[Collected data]
▼

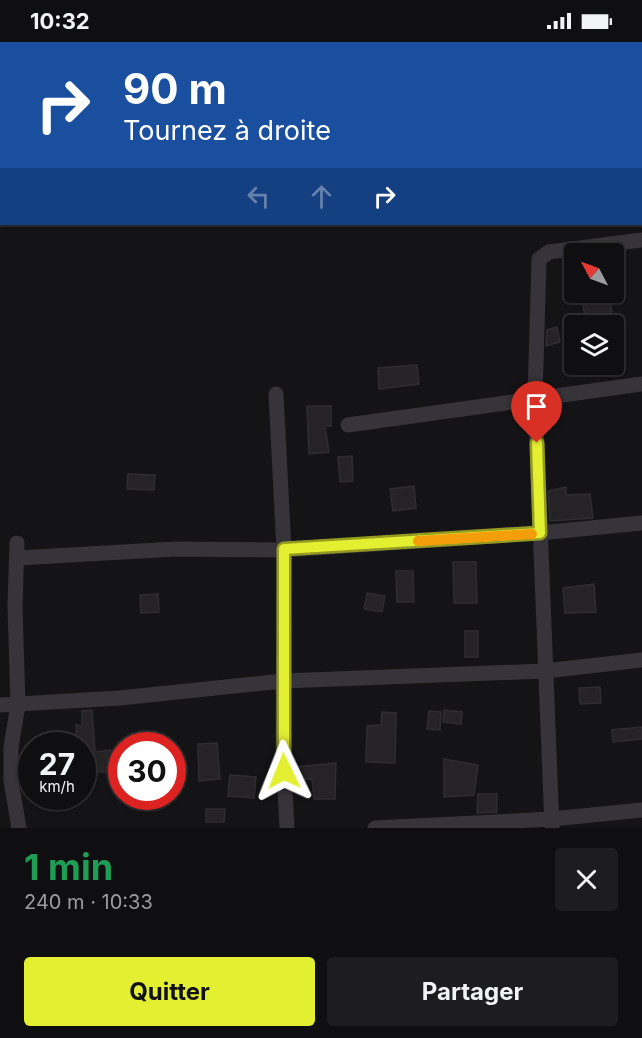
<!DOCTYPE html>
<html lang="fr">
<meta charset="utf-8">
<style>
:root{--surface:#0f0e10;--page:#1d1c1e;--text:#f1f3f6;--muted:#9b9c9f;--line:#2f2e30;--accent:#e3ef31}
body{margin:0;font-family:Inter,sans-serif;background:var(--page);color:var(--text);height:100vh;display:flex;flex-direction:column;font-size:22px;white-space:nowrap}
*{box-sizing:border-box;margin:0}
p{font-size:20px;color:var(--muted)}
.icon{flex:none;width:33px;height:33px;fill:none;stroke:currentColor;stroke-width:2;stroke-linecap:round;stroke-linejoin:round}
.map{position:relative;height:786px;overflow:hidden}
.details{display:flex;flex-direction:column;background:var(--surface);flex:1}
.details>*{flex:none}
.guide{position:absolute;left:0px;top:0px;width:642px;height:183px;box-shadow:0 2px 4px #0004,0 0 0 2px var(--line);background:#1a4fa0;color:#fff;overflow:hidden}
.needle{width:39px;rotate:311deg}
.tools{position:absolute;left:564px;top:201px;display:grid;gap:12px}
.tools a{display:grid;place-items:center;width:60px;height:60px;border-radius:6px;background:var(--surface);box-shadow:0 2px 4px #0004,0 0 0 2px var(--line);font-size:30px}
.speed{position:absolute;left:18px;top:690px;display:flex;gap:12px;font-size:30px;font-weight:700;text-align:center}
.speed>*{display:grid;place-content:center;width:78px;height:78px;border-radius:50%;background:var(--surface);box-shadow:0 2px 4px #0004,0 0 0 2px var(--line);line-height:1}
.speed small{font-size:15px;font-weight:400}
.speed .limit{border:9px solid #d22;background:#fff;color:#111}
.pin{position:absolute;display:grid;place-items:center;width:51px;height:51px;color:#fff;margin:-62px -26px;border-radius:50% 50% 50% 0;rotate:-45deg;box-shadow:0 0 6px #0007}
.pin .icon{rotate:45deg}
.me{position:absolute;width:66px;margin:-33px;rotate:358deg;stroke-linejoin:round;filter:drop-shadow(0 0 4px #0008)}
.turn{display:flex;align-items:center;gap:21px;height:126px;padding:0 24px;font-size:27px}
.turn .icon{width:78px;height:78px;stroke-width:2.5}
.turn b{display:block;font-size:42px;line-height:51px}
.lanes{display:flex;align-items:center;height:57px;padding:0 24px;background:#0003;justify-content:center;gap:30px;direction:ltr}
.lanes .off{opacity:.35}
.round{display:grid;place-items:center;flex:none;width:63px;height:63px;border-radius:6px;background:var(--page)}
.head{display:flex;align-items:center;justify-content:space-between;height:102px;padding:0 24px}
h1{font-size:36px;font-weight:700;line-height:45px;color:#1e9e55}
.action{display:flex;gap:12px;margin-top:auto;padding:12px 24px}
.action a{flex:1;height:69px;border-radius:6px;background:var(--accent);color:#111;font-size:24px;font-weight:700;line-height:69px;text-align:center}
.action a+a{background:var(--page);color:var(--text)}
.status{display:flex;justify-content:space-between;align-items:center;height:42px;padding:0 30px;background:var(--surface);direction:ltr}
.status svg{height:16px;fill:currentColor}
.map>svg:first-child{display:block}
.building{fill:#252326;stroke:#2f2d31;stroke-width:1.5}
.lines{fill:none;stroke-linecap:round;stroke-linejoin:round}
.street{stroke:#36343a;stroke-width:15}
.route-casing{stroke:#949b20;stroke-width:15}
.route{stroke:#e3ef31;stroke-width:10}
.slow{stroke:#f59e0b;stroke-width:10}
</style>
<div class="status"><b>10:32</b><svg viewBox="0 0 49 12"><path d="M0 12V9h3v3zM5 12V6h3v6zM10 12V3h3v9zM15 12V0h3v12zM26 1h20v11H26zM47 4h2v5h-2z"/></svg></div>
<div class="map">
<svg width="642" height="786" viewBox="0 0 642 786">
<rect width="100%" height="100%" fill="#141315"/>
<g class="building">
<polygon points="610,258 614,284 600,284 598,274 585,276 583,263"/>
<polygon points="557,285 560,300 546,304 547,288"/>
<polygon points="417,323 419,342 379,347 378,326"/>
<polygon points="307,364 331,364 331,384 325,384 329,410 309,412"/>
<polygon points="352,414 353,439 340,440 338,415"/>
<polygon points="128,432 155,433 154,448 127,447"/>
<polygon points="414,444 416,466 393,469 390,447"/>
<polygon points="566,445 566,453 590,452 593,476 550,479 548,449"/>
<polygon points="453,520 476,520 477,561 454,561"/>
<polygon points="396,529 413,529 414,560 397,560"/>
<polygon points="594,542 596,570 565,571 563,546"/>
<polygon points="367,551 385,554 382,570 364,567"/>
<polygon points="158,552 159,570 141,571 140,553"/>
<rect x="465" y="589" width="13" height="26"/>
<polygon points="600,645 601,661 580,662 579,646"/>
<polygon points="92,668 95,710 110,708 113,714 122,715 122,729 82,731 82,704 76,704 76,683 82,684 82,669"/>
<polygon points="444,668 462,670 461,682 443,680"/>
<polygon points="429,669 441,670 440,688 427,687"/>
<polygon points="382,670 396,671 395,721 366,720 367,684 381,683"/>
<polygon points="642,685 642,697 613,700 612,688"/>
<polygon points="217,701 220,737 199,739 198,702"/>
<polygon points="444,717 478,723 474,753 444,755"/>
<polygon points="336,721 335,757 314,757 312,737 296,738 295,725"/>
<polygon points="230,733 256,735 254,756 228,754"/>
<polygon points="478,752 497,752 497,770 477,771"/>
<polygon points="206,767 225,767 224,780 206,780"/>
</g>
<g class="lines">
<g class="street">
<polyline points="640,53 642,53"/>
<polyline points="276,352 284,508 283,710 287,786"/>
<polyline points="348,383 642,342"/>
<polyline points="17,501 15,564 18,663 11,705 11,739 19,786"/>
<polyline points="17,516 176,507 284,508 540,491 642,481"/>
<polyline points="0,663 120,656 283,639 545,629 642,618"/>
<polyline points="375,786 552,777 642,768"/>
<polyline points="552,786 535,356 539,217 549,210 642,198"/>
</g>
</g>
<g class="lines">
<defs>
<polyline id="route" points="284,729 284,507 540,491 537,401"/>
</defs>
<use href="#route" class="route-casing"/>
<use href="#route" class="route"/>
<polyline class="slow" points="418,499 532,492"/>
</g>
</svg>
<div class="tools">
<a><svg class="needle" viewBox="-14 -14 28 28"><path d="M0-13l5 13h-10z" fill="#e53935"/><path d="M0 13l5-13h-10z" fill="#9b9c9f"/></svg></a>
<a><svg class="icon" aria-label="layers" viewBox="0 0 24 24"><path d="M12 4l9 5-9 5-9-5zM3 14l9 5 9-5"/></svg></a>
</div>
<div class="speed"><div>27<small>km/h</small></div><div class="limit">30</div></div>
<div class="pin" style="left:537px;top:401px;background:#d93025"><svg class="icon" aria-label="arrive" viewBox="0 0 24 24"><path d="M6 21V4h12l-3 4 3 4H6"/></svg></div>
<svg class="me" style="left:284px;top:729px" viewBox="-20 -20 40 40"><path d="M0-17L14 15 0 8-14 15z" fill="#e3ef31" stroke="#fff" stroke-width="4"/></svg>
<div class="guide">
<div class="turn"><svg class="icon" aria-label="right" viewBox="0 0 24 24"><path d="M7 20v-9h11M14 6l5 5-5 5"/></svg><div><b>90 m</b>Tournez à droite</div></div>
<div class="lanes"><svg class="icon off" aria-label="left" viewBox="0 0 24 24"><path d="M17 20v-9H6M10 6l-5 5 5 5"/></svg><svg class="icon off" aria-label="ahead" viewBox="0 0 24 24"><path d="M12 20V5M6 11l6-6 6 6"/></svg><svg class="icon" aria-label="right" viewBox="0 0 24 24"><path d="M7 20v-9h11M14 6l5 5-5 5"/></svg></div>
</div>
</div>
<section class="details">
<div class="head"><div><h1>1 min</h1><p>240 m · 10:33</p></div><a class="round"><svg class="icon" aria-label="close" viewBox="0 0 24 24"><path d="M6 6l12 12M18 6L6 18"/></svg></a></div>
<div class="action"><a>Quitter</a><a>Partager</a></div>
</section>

▲

# WHAT THE TASK ASKS
Exactly the lines from the one with "m</b>Tournez à droite</div></div>" through the final line of the entries are to be returned, both ends included.

# RESULT
<div class="turn"><svg class="icon" aria-label="right" viewBox="0 0 24 24"><path d="M7 20v-9h11M14 6l5 5-5 5"/></svg><div><b>90 m</b>Tournez à droite</div></div>
<div class="lanes"><svg class="icon off" aria-label="left" viewBox="0 0 24 24"><path d="M17 20v-9H6M10 6l-5 5 5 5"/></svg><svg class="icon off" aria-label="ahead" viewBox="0 0 24 24"><path d="M12 20V5M6 11l6-6 6 6"/></svg><svg class="icon" aria-label="right" viewBox="0 0 24 24"><path d="M7 20v-9h11M14 6l5 5-5 5"/></svg></div>
</div>
</div>
<section class="details">
<div class="head"><div><h1>1 min</h1><p>240 m · 10:33</p></div><a class="round"><svg class="icon" aria-label="close" viewBox="0 0 24 24"><path d="M6 6l12 12M18 6L6 18"/></svg></a></div>
<div class="action"><a>Quitter</a><a>Partager</a></div>
</section>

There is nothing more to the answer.